Dear Cheryl: I started dating Bill, a co-worker, 10 years ago. He was going through a divorce. His wife had nearly bankrupted them with her gambling. They had to sell their house to pay off a $60,000 home equity line of credit and $40,000 of credit card debt. He had to pay her $1,000 monthly maintenance for 10 years and give her $100,000 from his retirement accounts. They had no children together, and she worked as a hairdresser before, during and after the marriage. He moved back home to live with his mother.
For the first nine years of our relationship, everything seemed OK. I was laid off but got another job that paid $40,000 a year, 30 percent less than I had been making. Bill's income soared. There were several years that he made in excess of $100,000.
He would stay at my house every weekend. When he worked, I cooked dinner and packed him lunches. He took me out to eat on Saturday nights and Sunday afternoons.

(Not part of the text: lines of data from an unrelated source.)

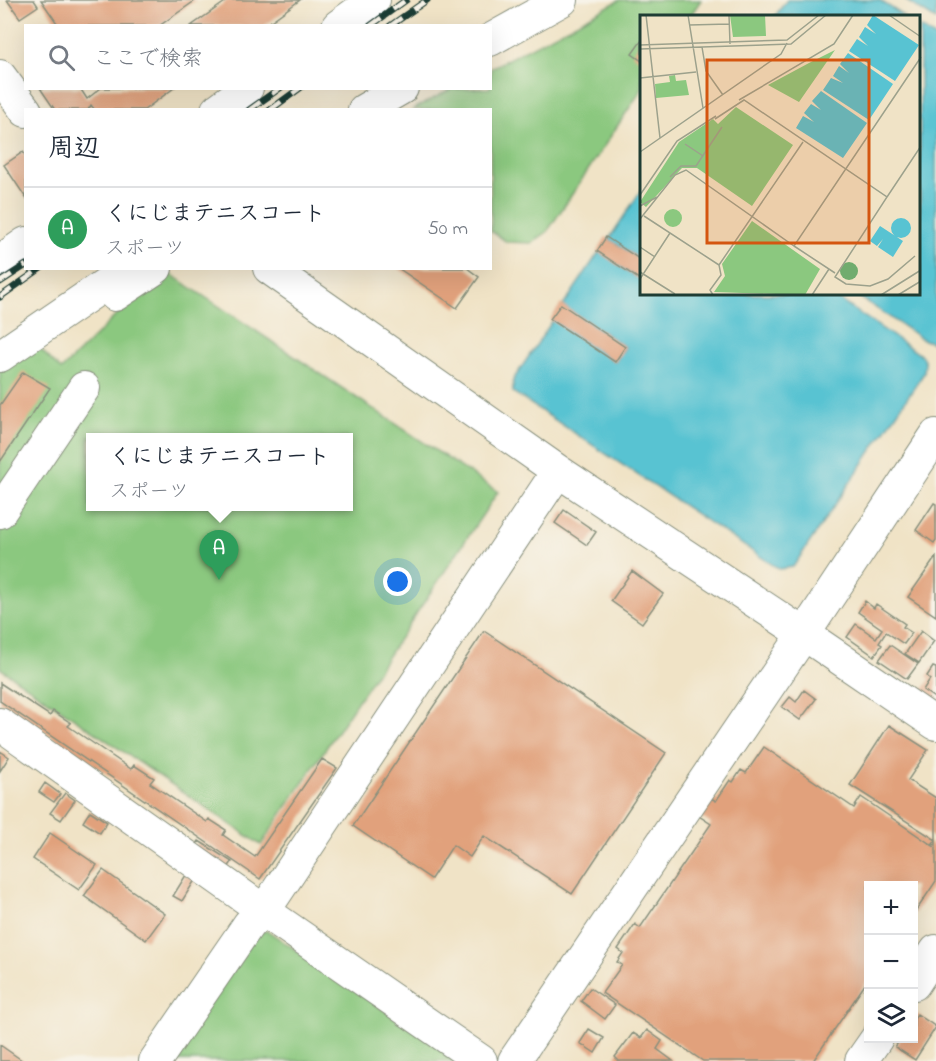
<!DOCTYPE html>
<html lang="ja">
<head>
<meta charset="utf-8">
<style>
  body { margin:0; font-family:"Indie Flower","Klee One",sans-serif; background:#f2f2f3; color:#1f2937 }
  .controls { position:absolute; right:18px; bottom:18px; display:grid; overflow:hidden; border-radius:0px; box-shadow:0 6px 24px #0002 }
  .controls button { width:54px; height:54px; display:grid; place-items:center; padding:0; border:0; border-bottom:2px solid #e0e1e3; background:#fff; color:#1f2937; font:30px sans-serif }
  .you { position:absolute; left:398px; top:582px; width:21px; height:21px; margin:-15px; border:4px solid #fff; border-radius:50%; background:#1a73e8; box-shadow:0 0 0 9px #1a73e833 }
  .badge { display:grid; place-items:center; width:39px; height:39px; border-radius:50%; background:#0b8043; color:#fff; font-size:20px; font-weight:700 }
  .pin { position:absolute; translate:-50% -50px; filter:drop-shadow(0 2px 3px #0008) }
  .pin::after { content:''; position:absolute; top:32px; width:21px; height:18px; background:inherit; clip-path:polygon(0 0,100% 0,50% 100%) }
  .popup { position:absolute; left:86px; top:433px; width:267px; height:78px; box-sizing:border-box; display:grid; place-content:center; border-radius:0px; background:#fff; filter:drop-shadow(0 2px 4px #0005); font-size:20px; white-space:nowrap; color:#747a83 }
  .popup b { font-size:22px; color:#1f2937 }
  .popup::after { content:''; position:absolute; left:50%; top:100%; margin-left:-12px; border:12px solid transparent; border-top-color:#fff }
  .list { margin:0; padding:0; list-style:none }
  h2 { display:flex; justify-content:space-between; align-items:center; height:78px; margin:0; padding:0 24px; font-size:26px }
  h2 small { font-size:20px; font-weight:400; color:#747a83 }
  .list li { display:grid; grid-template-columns:39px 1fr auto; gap:18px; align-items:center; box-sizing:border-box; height:84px; padding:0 24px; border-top:2px solid #e0e1e3 }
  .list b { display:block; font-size:22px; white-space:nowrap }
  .list p { margin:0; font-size:20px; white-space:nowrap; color:#747a83 }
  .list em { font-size:20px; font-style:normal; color:#747a83 }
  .icon { flex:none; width:33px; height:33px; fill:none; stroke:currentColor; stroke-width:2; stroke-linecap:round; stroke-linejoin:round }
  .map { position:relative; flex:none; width:936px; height:1061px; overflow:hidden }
  .search { position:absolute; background:#fff; box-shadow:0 6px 24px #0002; left:24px; top:24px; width:468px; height:66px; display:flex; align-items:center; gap:15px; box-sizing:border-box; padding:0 21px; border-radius:0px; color:#747a83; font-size:22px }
  .panel { position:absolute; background:#fff; box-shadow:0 6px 24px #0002; left:24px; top:108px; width:468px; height:162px; border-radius:0px }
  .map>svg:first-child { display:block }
  .green { fill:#8bc87f; stroke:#55825a; stroke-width:1.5; fill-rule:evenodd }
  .water { fill:#58c3d2; stroke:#3c8083; stroke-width:1.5 }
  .building { fill:#e1a17b }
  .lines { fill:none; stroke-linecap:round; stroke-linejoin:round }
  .minor-casing { stroke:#88907d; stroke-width:34 }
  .minor { stroke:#fff; stroke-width:32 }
  .rail-casing { stroke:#1f3d34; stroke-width:7 }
  .rail { stroke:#f7f3e8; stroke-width:4.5; stroke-dasharray:14; stroke-linecap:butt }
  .inset-road { fill:none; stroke:#9ca18c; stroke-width:1.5 }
  .view { fill:#d45610; fill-opacity:0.15; stroke:#d45610; stroke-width:3 }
  .inset-edge { fill:none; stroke:#1f3d34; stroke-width:3 }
</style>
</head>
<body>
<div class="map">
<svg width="936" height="1061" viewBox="0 0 936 1061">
  <rect width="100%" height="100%" fill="#f7f3e8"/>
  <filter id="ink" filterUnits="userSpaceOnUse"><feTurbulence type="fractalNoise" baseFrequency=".0167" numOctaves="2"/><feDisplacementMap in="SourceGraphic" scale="12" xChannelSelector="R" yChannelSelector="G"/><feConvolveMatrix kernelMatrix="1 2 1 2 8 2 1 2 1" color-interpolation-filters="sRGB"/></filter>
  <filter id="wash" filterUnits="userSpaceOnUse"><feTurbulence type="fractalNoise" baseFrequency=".008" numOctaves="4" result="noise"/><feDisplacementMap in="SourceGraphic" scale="24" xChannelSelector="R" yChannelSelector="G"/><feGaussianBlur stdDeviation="1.35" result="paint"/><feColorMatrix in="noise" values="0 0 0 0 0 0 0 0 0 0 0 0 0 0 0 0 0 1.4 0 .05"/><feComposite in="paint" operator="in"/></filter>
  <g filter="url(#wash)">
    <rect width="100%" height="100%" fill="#f0e3c6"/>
    <path class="green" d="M620 0H701L690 16H642V89L547 232 532 243 507 242 491 231 490 110H412L451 89 490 88 491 68Z
      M163 269 498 492 261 845 0 668V364L33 342 61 370ZM90 438H348V506H90Z
      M268 931 459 1061H169L257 932Z"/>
    <path class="water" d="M787 0H879L904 16H775Z
      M905 0H936V20Z
      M920 27 936 38V344L924 340 855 294H920Z
      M642 189V261L609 239Z
      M599 252 642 281V294H831L922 356 925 362 924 373 793 567 779 569 773 565 513 392V380L553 320 615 362 625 347 563 306Z"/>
    <g id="blocks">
      <path class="building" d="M7 0H34L38 6 20 18Z
        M41 0H196L159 26H59Z
        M228 0H300L264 26H191Z
        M642 40V61L632 54Z
        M40 88H80L87 99 101 88H174L144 110H95L91 105 88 110H55Z
        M23 152 26 156V198L4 165Z
        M606 237 642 261V281L597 251Z
        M398 268H467L479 277 457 308Z
        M561 304 625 347 615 362 550 319Z
        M23 372 50 388 0 462V405Z
        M934 503 936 504V540L934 543 916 530Z
        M564 510 596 532 587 545 555 523Z
        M936 557V616L908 597Z
        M632 571 663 594 642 623 611 601Z
        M865 601 874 608 876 604 905 624 903 627 912 633 904 644 886 632 879 643 882 645 874 656 847 637 856 624 876 638 882 629 858 612Z
        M484 631 666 753 572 894 484 836 470 857 453 845 431 879 353 826Z
        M921 631 934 641 919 663 905 654Z
        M890 645 918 664 907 679 879 660Z
        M933 667 936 668V699L923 690 930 679 927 676Z
        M0 683 50 716 53 711 71 723 68 726 131 769 134 765 154 778 150 783 207 822 209 819 226 830 223 835 255 857 322 759 337 768 260 879 0 701Z
        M804 690 816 699 800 720 782 707 790 697 796 702Z
        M889 725 928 750 908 780 936 798V845L933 844 936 840 850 785Z
        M764 747 854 808 861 797 936 848V881L914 914V886H868V980L813 1061H703L602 993 622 965 617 962 623 953 618 949 635 924 640 928 711 824 699 816 711 798 716 801 730 780 733 782 741 770 746 773Z
        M0 751 9 757 0 771Z
        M45 783 60 794 54 802 39 792Z
        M65 793 75 800 61 820 50 813Z
        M90 811 107 822 100 833 83 822Z
        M50 833 97 865 79 890 33 859Z
        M199 841 232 862 224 874 191 853Z
        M103 870 165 914 146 940 84 896Z
        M186 875 195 880 182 901 173 896Z
        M590 988 615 1005 605 1019 581 1001Z
        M917 1014 936 1027 915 1060 895 1047 901 1038H914V1019Z
        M589 1029 604 1038 595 1053 580 1043Z
        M647 1030 662 1041 657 1049 673 1061H619L615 1057 633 1033 641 1038Z
        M0 1045 23 1061H0Z"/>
    </g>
  </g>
  <g filter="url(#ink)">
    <use href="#blocks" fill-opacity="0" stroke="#88907d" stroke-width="1.5"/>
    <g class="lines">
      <defs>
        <path id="minor" d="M338 26 374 0
          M490 40 562 0
          M0 76 26 111
          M217 110 247 88
          M364 110 402 88
          M0 261 26 243
          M269 268 558 471 804 634 936 724
          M115 295 156 268
          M0 356 129 268
          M0 512 84 388
          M0 724 264 911 481 1061
          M914 984 936 951
          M155 1061 249 924 264 911 558 471
          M514 1061 804 634 936 435
          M861 1061 877 1038"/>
      </defs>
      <use href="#minor" class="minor-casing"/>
      <use href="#minor" class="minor"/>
      <defs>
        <path id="rail" d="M370 26 406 0
          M390 26 427 0
          M249 110 280 88
          M270 110 300 88
          M0 282 26 265
          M0 297 41 268"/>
      </defs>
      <use href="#rail" class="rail-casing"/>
      <use href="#rail" class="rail"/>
    </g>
  </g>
  <g transform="translate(640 15)">
    <rect width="280" height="280" fill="#f0e3c6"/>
    <path d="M90 0H125L126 21 93 22ZM195 35 159 87 128 70 169 48ZM35 60 36 66 46 65 49 80 16 83 15 69 30 67 29 61ZM96 92 153 130 112 191 57 153H42L6 192 0 187 39 127 73 104 78 109ZM24 203a9 9 0 1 1 18 0a9 9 0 1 1-18 0ZM112 206 180 254 165 280 74 277 85 261 82 249Z" fill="#8bc87f"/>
    <path d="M200 256a9 9 0 1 1 18 0a9 9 0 1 1-18 0Z" fill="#70ac6e"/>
    <path d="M233 0 279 30 255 66 209 36 217 24 228 31 219 22 225 12 236 19 227 10ZM208 38 253 69 229 105 183 75 191 63 203 68 193 61 199 51 209 58 200 49ZM181 76 227 108 203 143 156 113 163 101 174 107 164 98 171 89 181 95 172 86ZM251 213a10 10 0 1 1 20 0a10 10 0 1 1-20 0ZM240 211 263 226 253 242 238 232 243 224 237 231 230 226Z" fill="#58c3d2"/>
    <path class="inset-road" d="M6 0 20 123M48 0 63 93M89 0 90 29M249 0 281 22M49 10 89 9M0 30 147 25 179 0M62 32 66 56 83 80M0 34 151 29 186 0M0 63 56 57M99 85 194 29 213 0M75 104 104 85 247 182 195 262 206 269 230 271 248 264 275 241M45 129 63 141M0 137 141 39 147 28M30 162 41 151H56L82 112M0 180 37 126 76 101M247 182 281 131M0 191 17 182M4 201 79 250M0 204 35 160 46 155 154 231 281 42M154 231 195 258M0 232 15 242M0 257 35 279M0 264 30 218M73 280 70 275 81 260 79 250 163 127M172 280 189 254M241 280 281 255M258 280 281 266"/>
    <path class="view" d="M67 45H229V228H67Z"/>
    <rect width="280" height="280" class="inset-edge"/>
  </g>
</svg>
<div class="controls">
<button>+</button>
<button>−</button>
<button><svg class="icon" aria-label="layers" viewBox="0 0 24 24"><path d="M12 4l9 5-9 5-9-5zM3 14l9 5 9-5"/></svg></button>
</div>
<div class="you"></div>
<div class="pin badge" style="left:219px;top:580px;background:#2e9e5b">A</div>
<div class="popup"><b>くにじまテニスコート</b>スポーツ</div>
<div class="search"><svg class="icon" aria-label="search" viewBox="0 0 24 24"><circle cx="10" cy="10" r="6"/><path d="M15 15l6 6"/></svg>ここで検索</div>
<section class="panel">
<h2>周辺<small></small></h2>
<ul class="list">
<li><span class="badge" style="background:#2e9e5b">A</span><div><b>くにじまテニスコート</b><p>スポーツ</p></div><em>50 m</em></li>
</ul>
</section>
</div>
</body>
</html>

When we went on vacation. I paid my own way. He never helped me with any bills. If he did loan me money, he expected to be paid back in full. If he bought anything for me (like medicine), he expected to be paid back in full. Meanwhile, I bought him his special coffee, special soap for his sensitive skin, his favorite Pepperidge Farm Milano cookies. Whenever we went out, we took my car. He never put gas in it.
He retired last year with over a million dollars and started staying at my house all the time. He did not give me any money for the household budget. I had surgery in September and wasn't allowed to drive, so he picked up a couple of items for lunch. When he returned, he handed me the grocery receipt and said, "Here's your half of the bill."
Meanwhile, we rarely went out to eat anymore. When never made love, unless I instigated it. When I stopped instigating it, we stopped making love.
During one of our frequent arguments, I reminded him that he was the beneficiary on my 401(k) and life insurance. I asked him whether he had made any provisions for me. He had not. I changed the beneficiaries to my parents.
I finally gave him an ultimatum: Start paying half of the bills, or go home. So he went home.
Our relationship has been in the pits ever since. He refuses to marry me. Where does that leave the relationship? — Deep Pockets
Dear Deep Pockets: And you want to marry him why?
Because you think after 10 years of using you like an ATM machine, he's going to change?
You have a choice. You can either waste more precious years on this turd of a human being or cut your losses.
I really hope you tell him to take his Milano cookies, special coffee and sensitive-skin soap and do you-know-what with them.
No man with any character would have treated you the way he has for one day, let alone 10 years. You will be so much better off without this drain on your wallet and your emotions.